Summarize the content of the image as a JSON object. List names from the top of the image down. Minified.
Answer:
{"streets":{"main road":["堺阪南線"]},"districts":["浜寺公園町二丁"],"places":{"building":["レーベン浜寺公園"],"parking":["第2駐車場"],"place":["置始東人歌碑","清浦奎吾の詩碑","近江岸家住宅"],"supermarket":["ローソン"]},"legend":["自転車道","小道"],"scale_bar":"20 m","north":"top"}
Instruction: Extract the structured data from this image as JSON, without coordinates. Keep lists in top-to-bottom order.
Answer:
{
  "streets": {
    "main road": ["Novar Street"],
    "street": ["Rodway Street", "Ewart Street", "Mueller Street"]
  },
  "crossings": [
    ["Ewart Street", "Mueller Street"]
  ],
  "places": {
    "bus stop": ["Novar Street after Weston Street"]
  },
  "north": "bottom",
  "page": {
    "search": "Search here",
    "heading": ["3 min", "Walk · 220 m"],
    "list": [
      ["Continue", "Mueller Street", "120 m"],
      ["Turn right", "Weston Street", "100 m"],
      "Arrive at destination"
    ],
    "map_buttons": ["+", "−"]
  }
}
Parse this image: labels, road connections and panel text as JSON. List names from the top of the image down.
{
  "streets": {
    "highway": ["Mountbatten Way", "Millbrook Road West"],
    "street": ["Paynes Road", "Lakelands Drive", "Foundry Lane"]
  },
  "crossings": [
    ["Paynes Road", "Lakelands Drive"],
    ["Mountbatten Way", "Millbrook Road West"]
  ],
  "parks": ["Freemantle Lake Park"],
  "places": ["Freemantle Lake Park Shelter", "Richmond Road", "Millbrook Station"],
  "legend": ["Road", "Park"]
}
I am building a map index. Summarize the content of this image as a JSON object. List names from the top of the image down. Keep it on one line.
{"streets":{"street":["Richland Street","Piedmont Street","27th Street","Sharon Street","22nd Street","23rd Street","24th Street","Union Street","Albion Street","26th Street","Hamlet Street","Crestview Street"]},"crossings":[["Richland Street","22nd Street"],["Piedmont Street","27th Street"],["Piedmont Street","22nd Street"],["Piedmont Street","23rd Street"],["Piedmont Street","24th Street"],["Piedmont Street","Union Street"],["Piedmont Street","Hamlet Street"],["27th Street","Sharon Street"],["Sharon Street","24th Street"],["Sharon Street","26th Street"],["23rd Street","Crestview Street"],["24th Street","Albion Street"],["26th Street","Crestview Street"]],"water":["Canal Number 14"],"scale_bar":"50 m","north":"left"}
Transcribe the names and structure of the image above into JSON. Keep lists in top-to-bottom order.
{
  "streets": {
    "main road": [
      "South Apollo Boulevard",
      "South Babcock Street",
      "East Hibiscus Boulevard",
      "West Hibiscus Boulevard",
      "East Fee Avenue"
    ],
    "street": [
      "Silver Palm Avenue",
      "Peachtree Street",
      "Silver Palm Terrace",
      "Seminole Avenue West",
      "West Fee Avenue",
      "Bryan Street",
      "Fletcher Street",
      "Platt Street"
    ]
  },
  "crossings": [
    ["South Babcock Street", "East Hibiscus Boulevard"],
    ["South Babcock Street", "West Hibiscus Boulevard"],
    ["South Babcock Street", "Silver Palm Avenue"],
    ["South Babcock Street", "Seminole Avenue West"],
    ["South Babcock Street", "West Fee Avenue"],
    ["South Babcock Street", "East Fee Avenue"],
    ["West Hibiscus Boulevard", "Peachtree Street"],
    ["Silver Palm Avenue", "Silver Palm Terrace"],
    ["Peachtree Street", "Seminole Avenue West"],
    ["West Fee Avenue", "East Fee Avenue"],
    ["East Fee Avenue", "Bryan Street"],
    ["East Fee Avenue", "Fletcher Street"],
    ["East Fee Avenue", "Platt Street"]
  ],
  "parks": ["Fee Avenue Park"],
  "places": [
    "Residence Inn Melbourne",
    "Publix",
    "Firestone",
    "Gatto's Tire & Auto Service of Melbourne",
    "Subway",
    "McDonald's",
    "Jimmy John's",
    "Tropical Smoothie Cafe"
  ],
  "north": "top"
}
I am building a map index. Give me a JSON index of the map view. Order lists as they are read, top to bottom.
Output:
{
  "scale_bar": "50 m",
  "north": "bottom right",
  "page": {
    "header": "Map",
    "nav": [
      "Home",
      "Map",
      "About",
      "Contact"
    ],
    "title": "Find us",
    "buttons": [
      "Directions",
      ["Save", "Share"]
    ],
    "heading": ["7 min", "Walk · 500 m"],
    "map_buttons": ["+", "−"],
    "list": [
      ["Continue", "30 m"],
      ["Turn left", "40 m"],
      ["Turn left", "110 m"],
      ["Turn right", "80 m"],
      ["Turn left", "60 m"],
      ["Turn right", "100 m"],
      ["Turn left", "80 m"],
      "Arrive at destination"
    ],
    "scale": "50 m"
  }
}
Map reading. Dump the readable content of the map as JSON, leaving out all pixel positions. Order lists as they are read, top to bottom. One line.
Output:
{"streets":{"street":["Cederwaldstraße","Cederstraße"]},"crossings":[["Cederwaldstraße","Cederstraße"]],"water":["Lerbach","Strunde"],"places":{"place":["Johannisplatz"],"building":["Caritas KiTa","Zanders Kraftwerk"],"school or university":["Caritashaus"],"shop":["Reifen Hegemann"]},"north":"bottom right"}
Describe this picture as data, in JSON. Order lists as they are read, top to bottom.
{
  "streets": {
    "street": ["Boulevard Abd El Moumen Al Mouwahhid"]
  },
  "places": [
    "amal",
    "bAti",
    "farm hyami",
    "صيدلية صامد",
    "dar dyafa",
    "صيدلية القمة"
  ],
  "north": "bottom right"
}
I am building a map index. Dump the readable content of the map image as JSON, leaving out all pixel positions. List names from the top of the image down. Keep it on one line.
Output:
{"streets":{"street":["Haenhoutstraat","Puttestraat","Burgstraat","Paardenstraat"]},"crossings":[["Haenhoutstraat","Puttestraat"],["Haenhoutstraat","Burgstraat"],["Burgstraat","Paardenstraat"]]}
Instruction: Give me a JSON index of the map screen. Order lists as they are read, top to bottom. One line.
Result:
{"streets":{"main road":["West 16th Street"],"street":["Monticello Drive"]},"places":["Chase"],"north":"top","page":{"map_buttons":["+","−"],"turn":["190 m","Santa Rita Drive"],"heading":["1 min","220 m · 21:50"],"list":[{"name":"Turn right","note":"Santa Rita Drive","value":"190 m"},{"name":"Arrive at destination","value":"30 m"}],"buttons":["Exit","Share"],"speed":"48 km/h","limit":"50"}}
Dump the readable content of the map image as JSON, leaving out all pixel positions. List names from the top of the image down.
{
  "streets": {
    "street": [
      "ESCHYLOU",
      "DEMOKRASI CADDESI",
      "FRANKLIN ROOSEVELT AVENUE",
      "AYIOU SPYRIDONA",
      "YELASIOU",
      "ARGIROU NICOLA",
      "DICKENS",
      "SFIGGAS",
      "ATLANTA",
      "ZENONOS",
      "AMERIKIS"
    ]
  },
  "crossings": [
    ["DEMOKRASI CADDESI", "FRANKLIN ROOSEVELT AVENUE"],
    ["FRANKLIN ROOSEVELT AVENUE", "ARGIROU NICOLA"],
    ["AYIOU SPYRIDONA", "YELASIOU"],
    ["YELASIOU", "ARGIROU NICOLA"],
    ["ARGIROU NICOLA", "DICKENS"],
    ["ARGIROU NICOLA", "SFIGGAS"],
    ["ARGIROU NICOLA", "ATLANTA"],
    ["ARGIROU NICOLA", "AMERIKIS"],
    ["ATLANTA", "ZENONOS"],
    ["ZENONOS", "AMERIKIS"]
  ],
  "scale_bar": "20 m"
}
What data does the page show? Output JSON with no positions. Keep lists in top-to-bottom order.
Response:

..............................

* _WHAT THE TASK ASKS_
What you return must match the records above exactly, line for line.

* _ANSWER TO THIS PROBLEM_
Summarize the content of the image as a JSON object. List names from the top of the image down. Minified.
Answer:
{"streets":{"main road":["堺阪南線"]},"districts":["浜寺公園町二丁"],"places":{"building":["レーベン浜寺公園"],"parking":["第2駐車場"],"place":["置始東人歌碑","清浦奎吾の詩碑","近江岸家住宅"],"supermarket":["ローソン"]},"legend":["自転車道","小道"],"scale_bar":"20 m","north":"top"}
Instruction: Extract the structured data from this image as JSON, without coordinates. Keep lists in top-to-bottom order.
Answer:
{
  "streets": {
    "main road": ["Novar Street"],
    "street": ["Rodway Street", "Ewart Street", "Mueller Street"]
  },
  "crossings": [
    ["Ewart Street", "Mueller Street"]
  ],
  "places": {
    "bus stop": ["Novar Street after Weston Street"]
  },
  "north": "bottom",
  "page": {
    "search": "Search here",
    "heading": ["3 min", "Walk · 220 m"],
    "list": [
      ["Continue", "Mueller Street", "120 m"],
      ["Turn right", "Weston Street", "100 m"],
      "Arrive at destination"
    ],
    "map_buttons": ["+", "−"]
  }
}
Parse this image: labels, road connections and panel text as JSON. List names from the top of the image down.
{
  "streets": {
    "highway": ["Mountbatten Way", "Millbrook Road West"],
    "street": ["Paynes Road", "Lakelands Drive", "Foundry Lane"]
  },
  "crossings": [
    ["Paynes Road", "Lakelands Drive"],
    ["Mountbatten Way", "Millbrook Road West"]
  ],
  "parks": ["Freemantle Lake Park"],
  "places": ["Freemantle Lake Park Shelter", "Richmond Road", "Millbrook Station"],
  "legend": ["Road", "Park"]
}
I am building a map index. Summarize the content of this image as a JSON object. List names from the top of the image down. Keep it on one line.
{"streets":{"street":["Richland Street","Piedmont Street","27th Street","Sharon Street","22nd Street","23rd Street","24th Street","Union Street","Albion Street","26th Street","Hamlet Street","Crestview Street"]},"crossings":[["Richland Street","22nd Street"],["Piedmont Street","27th Street"],["Piedmont Street","22nd Street"],["Piedmont Street","23rd Street"],["Piedmont Street","24th Street"],["Piedmont Street","Union Street"],["Piedmont Street","Hamlet Street"],["27th Street","Sharon Street"],["Sharon Street","24th Street"],["Sharon Street","26th Street"],["23rd Street","Crestview Street"],["24th Street","Albion Street"],["26th Street","Crestview Street"]],"water":["Canal Number 14"],"scale_bar":"50 m","north":"left"}
Transcribe the names and structure of the image above into JSON. Keep lists in top-to-bottom order.
{
  "streets": {
    "main road": [
      "South Apollo Boulevard",
      "South Babcock Street",
      "East Hibiscus Boulevard",
      "West Hibiscus Boulevard",
      "East Fee Avenue"
    ],
    "street": [
      "Silver Palm Avenue",
      "Peachtree Street",
      "Silver Palm Terrace",
      "Seminole Avenue West",
      "West Fee Avenue",
      "Bryan Street",
      "Fletcher Street",
      "Platt Street"
    ]
  },
  "crossings": [
    ["South Babcock Street", "East Hibiscus Boulevard"],
    ["South Babcock Street", "West Hibiscus Boulevard"],
    ["South Babcock Street", "Silver Palm Avenue"],
    ["South Babcock Street", "Seminole Avenue West"],
    ["South Babcock Street", "West Fee Avenue"],
    ["South Babcock Street", "East Fee Avenue"],
    ["West Hibiscus Boulevard", "Peachtree Street"],
    ["Silver Palm Avenue", "Silver Palm Terrace"],
    ["Peachtree Street", "Seminole Avenue West"],
    ["West Fee Avenue", "East Fee Avenue"],
    ["East Fee Avenue", "Bryan Street"],
    ["East Fee Avenue", "Fletcher Street"],
    ["East Fee Avenue", "Platt Street"]
  ],
  "parks": ["Fee Avenue Park"],
  "places": [
    "Residence Inn Melbourne",
    "Publix",
    "Firestone",
    "Gatto's Tire & Auto Service of Melbourne",
    "Subway",
    "McDonald's",
    "Jimmy John's",
    "Tropical Smoothie Cafe"
  ],
  "north": "top"
}
I am building a map index. Give me a JSON index of the map view. Order lists as they are read, top to bottom.
Output:
{
  "scale_bar": "50 m",
  "north": "bottom right",
  "page": {
    "header": "Map",
    "nav": [
      "Home",
      "Map",
      "About",
      "Contact"
    ],
    "title": "Find us",
    "buttons": [
      "Directions",
      ["Save", "Share"]
    ],
    "heading": ["7 min", "Walk · 500 m"],
    "map_buttons": ["+", "−"],
    "list": [
      ["Continue", "30 m"],
      ["Turn left", "40 m"],
      ["Turn left", "110 m"],
      ["Turn right", "80 m"],
      ["Turn left", "60 m"],
      ["Turn right", "100 m"],
      ["Turn left", "80 m"],
      "Arrive at destination"
    ],
    "scale": "50 m"
  }
}
Map reading. Dump the readable content of the map as JSON, leaving out all pixel positions. Order lists as they are read, top to bottom. One line.
Output:
{"streets":{"street":["Cederwaldstraße","Cederstraße"]},"crossings":[["Cederwaldstraße","Cederstraße"]],"water":["Lerbach","Strunde"],"places":{"place":["Johannisplatz"],"building":["Caritas KiTa","Zanders Kraftwerk"],"school or university":["Caritashaus"],"shop":["Reifen Hegemann"]},"north":"bottom right"}
Describe this picture as data, in JSON. Order lists as they are read, top to bottom.
{
  "streets": {
    "street": ["Boulevard Abd El Moumen Al Mouwahhid"]
  },
  "places": [
    "amal",
    "bAti",
    "farm hyami",
    "صيدلية صامد",
    "dar dyafa",
    "صيدلية القمة"
  ],
  "north": "bottom right"
}
I am building a map index. Dump the readable content of the map image as JSON, leaving out all pixel positions. List names from the top of the image down. Keep it on one line.
Output:
{"streets":{"street":["Haenhoutstraat","Puttestraat","Burgstraat","Paardenstraat"]},"crossings":[["Haenhoutstraat","Puttestraat"],["Haenhoutstraat","Burgstraat"],["Burgstraat","Paardenstraat"]]}
Instruction: Give me a JSON index of the map screen. Order lists as they are read, top to bottom. One line.
Result:
{"streets":{"main road":["West 16th Street"],"street":["Monticello Drive"]},"places":["Chase"],"north":"top","page":{"map_buttons":["+","−"],"turn":["190 m","Santa Rita Drive"],"heading":["1 min","220 m · 21:50"],"list":[{"name":"Turn right","note":"Santa Rita Drive","value":"190 m"},{"name":"Arrive at destination","value":"30 m"}],"buttons":["Exit","Share"],"speed":"48 km/h","limit":"50"}}
Dump the readable content of the map image as JSON, leaving out all pixel positions. List names from the top of the image down.
{
  "streets": {
    "street": [
      "ESCHYLOU",
      "DEMOKRASI CADDESI",
      "FRANKLIN ROOSEVELT AVENUE",
      "AYIOU SPYRIDONA",
      "YELASIOU",
      "ARGIROU NICOLA",
      "DICKENS",
      "SFIGGAS",
      "ATLANTA",
      "ZENONOS",
      "AMERIKIS"
    ]
  },
  "crossings": [
    ["DEMOKRASI CADDESI", "FRANKLIN ROOSEVELT AVENUE"],
    ["FRANKLIN ROOSEVELT AVENUE", "ARGIROU NICOLA"],
    ["AYIOU SPYRIDONA", "YELASIOU"],
    ["YELASIOU", "ARGIROU NICOLA"],
    ["ARGIROU NICOLA", "DICKENS"],
    ["ARGIROU NICOLA", "SFIGGAS"],
    ["ARGIROU NICOLA", "ATLANTA"],
    ["ARGIROU NICOLA", "AMERIKIS"],
    ["ATLANTA", "ZENONOS"],
    ["ZENONOS", "AMERIKIS"]
  ],
  "scale_bar": "20 m"
}
What data does the page show? Output JSON with no positions. Keep lists in top-to-bottom order.
Response:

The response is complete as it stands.